**Work to be completed:**
Look through the entries for the string "WALTER" and copy every line where it shows up.

Items from a data source:
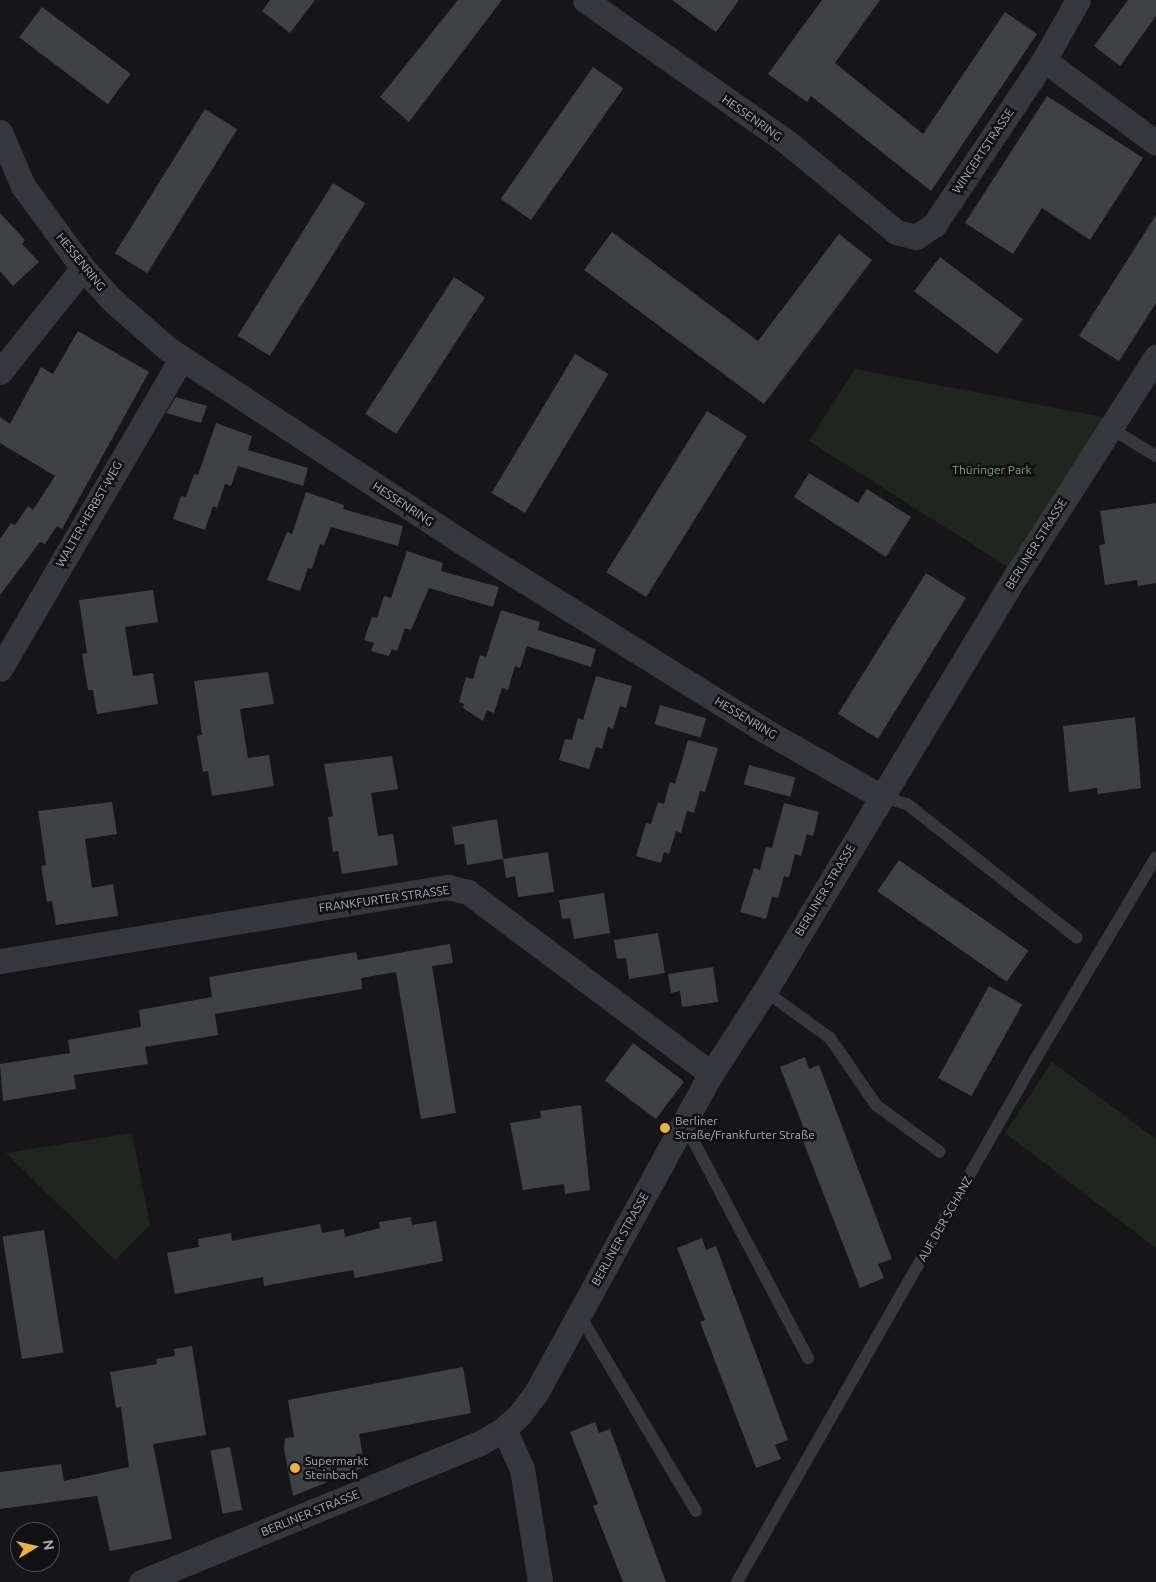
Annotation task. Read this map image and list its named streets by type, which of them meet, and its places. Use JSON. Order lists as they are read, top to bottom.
{
  "streets": {
    "street": [
      "HESSENRING",
      "WINGERTSTRASSE",
      "WALTER-HERBST-WEG",
      "BERLINER STRASSE",
      "FRANKFURTER STRASSE"
    ],
    "lane": ["AUF DER SCHANZ"]
  },
  "crossings": [
    ["HESSENRING", "WINGERTSTRASSE"],
    ["HESSENRING", "WALTER-HERBST-WEG"],
    ["HESSENRING", "BERLINER STRASSE"],
    ["BERLINER STRASSE", "FRANKFURTER STRASSE"]
  ],
  "parks": ["Thüringer Park"],
  "places": ["Berliner Straße/Frankfurter Straße", "Supermarkt Steinbach"],
  "north": "right"
}
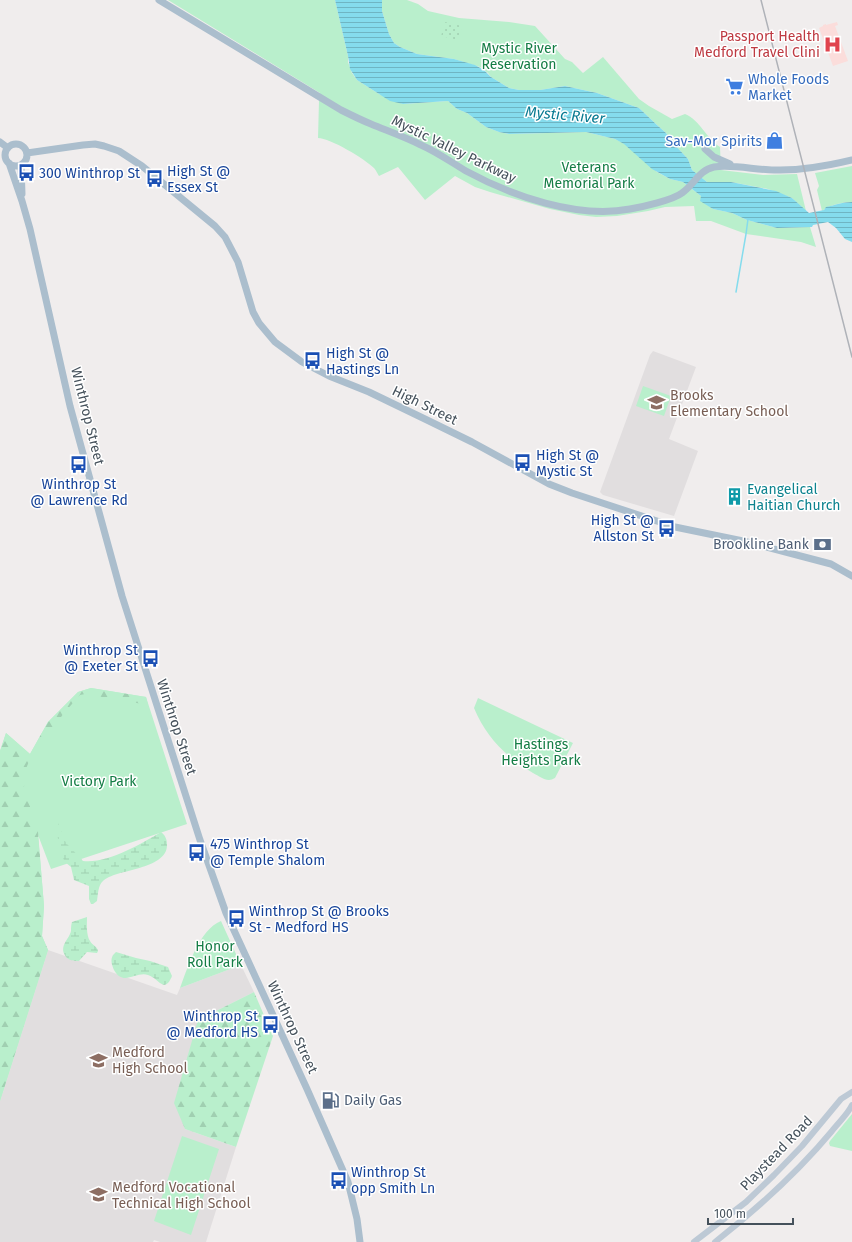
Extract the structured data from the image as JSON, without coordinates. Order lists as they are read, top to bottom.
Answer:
{
  "streets": {
    "main road": [
      "Mystic Valley Parkway",
      "High Street",
      "Winthrop Street",
      "Playstead Road"
    ]
  },
  "crossings": [
    ["High Street", "Winthrop Street"]
  ],
  "water": ["Mystic River"],
  "parks": [
    "Mystic River Reservation",
    "Veterans Memorial Park",
    "Hastings Heights Park",
    "Victory Park",
    "Honor Roll Park"
  ],
  "places": {
    "hospital": ["Passport Health Medford Travel Clini"],
    "supermarket": ["Whole Foods Market"],
    "shop": ["Sav-Mor Spirits"],
    "bus stop": [
      "300 Winthrop St",
      "High St @ Essex St",
      "High St @ Hastings Ln",
      "High St @ Mystic St",
      "Winthrop St @ Lawrence Rd",
      "High St @ Allston St",
      "Winthrop St @ Exeter St",
      "475 Winthrop St @ Temple Shalom",
      "Winthrop St @ Brooks St - Medford HS",
      "Winthrop St @ Medford HS",
      "Winthrop St opp Smith Ln"
    ],
    "school or university": ["Brooks Elementary School", "Medford High School", "Medford Vocational Technical High School"],
    "building": ["Evangelical Haitian Church"],
    "bank": ["Brookline Bank"],
    "fuel station": ["Daily Gas"]
  },
  "scale_bar": "100 m"
}
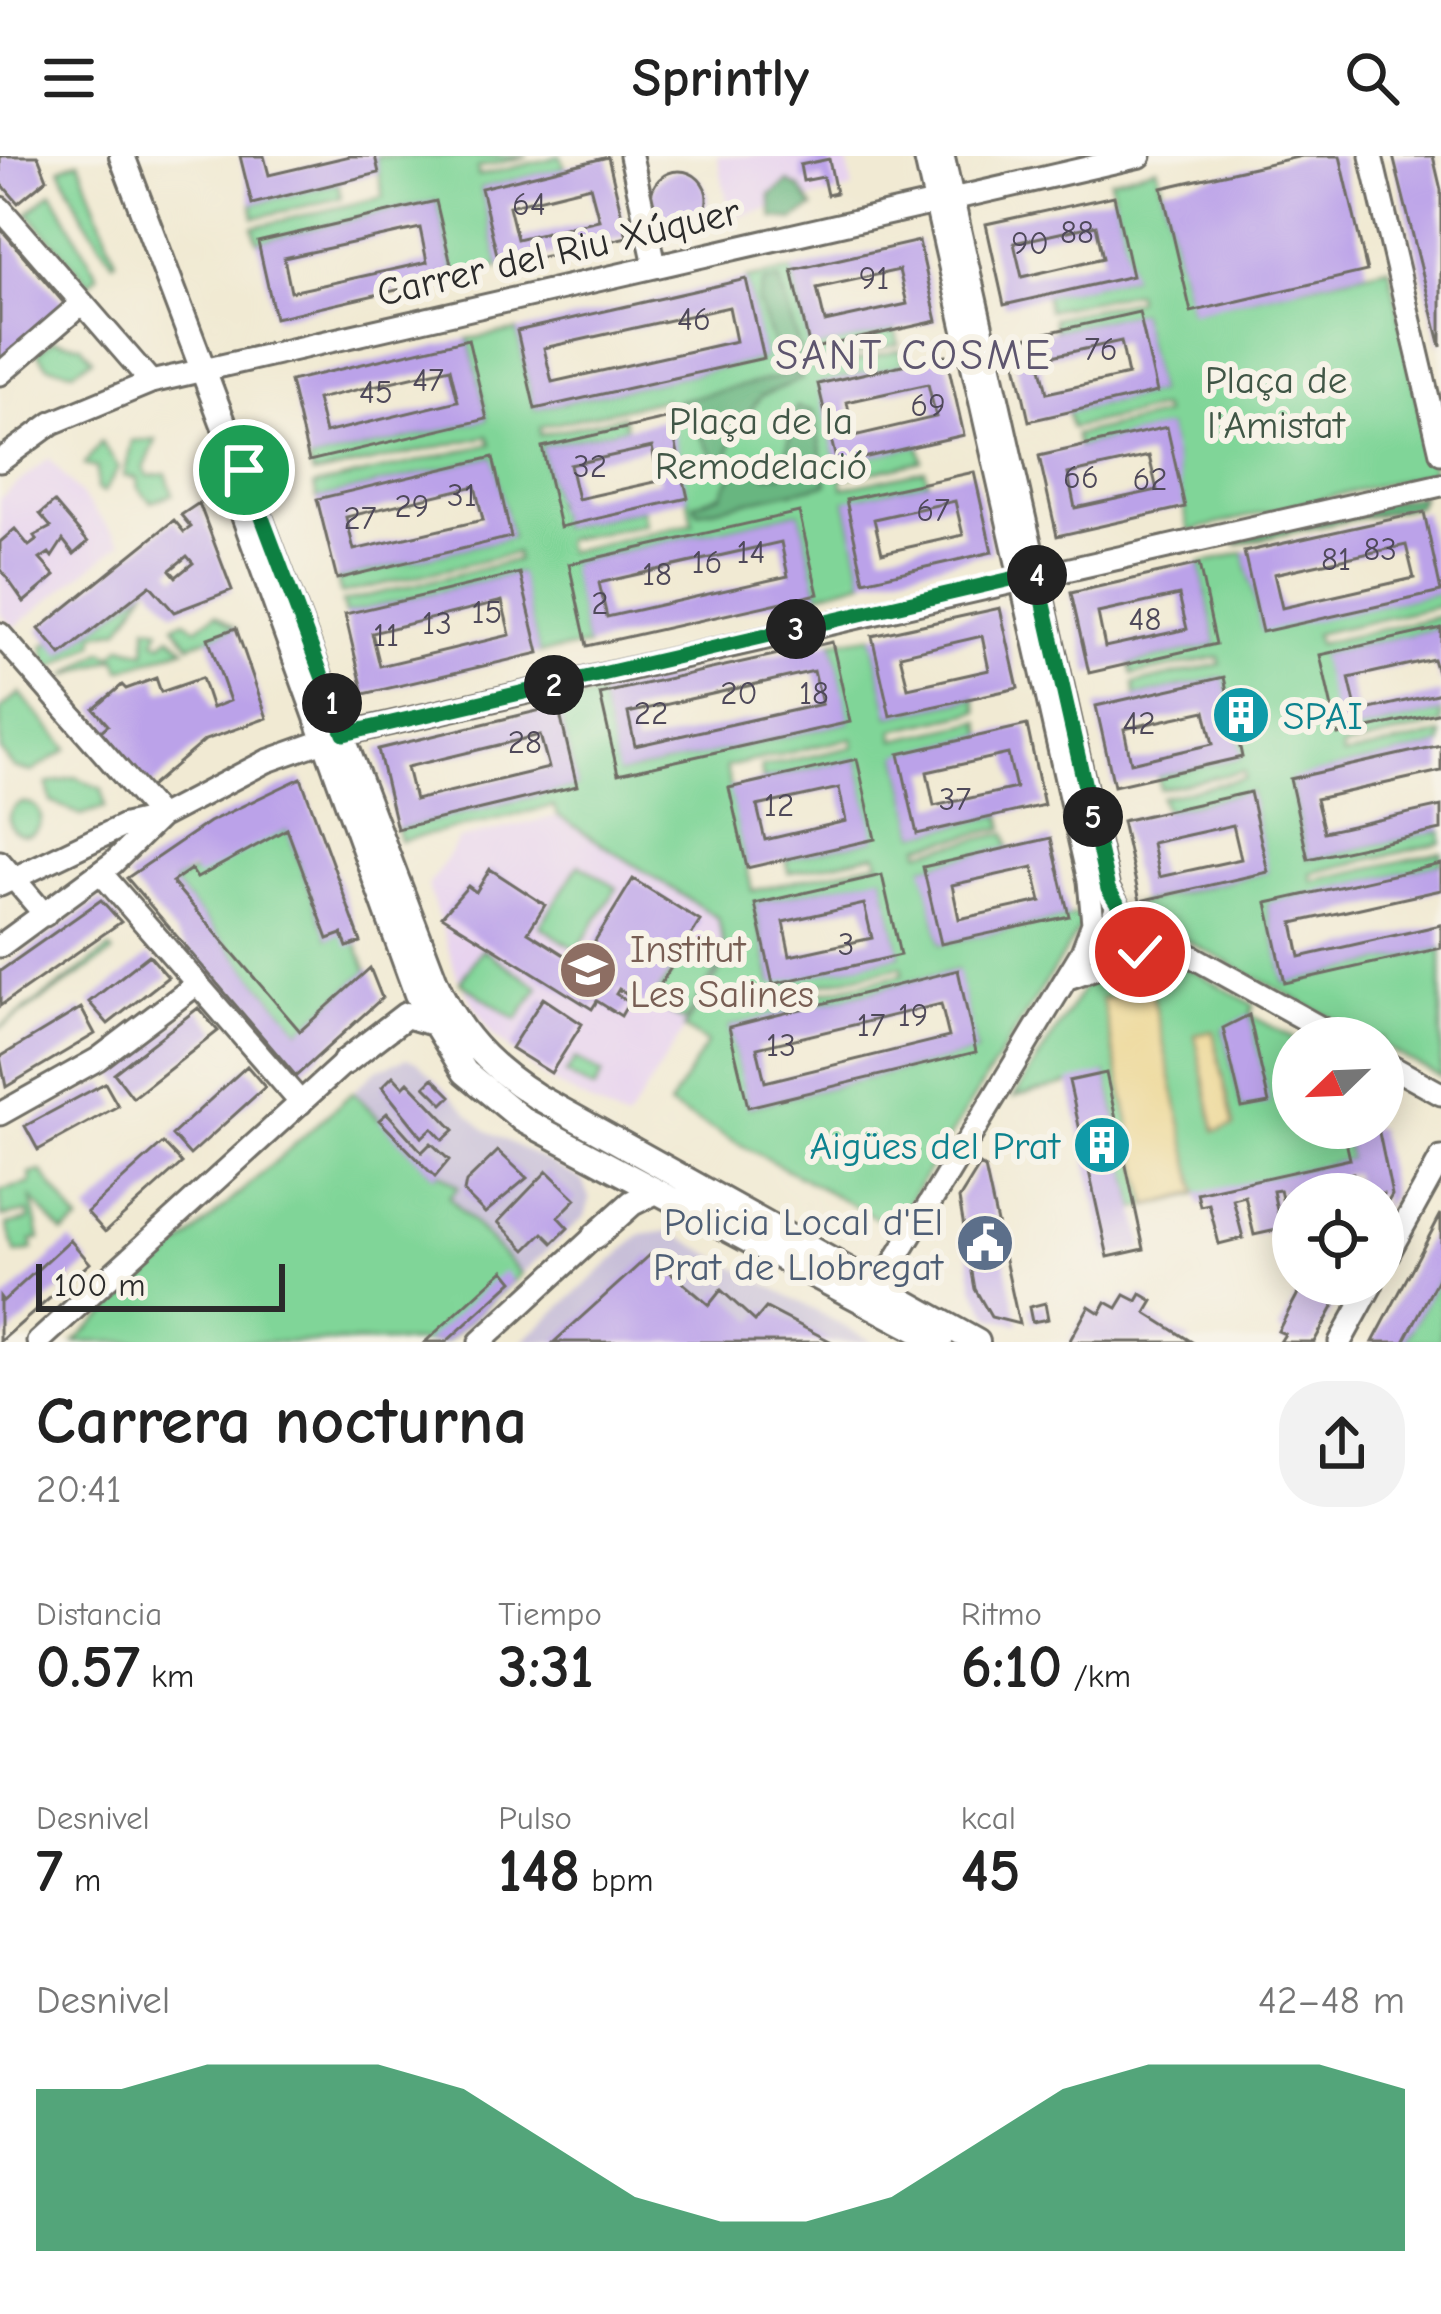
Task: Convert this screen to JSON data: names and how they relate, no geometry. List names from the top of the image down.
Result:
{
  "streets": {
    "street": ["Carrer del Riu Xúquer"]
  },
  "districts": ["SANT COSME"],
  "parks": ["Plaça de l'Amistat", "Plaça de la Remodelació"],
  "places": {
    "building": ["SPAI", "Aigües del Prat"],
    "school or university": ["Institut Les Salines"],
    "public building": ["Policia Local d'El Prat de Llobregat"]
  },
  "house_numbers": [
    "64",
    "88",
    "90",
    "91",
    "46",
    "76",
    "47",
    "45",
    "69",
    "32",
    "66",
    "62",
    "31",
    "29",
    "67",
    "27",
    "83",
    "14",
    "81",
    "16",
    "18",
    "2",
    "15",
    "48",
    "13",
    "11",
    "20",
    "18",
    "22",
    "42",
    "28",
    "37",
    "12",
    "3",
    "19",
    "17",
    "13"
  ],
  "scale_bar": "100 m",
  "north": "bottom left",
  "page": {
    "header": "Sprintly",
    "pins": [
      "4",
      "3",
      "2",
      "1",
      "5"
    ],
    "scale": "100 m",
    "heading": ["Carrera nocturna", "20:41"],
    "stats": [
      ["Distancia", "0.57 km"],
      ["Tiempo", "3:31"],
      ["Ritmo", "6:10 /km"],
      ["Desnivel", "7 m"],
      ["Pulso", "148 bpm"],
      ["kcal", "45"]
    ],
    "chart": ["Desnivel", "42–48 m"]
  }
}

**Task answer:**
      "WALTER-HERBST-WEG",
    ["HESSENRING", "WALTER-HERBST-WEG"],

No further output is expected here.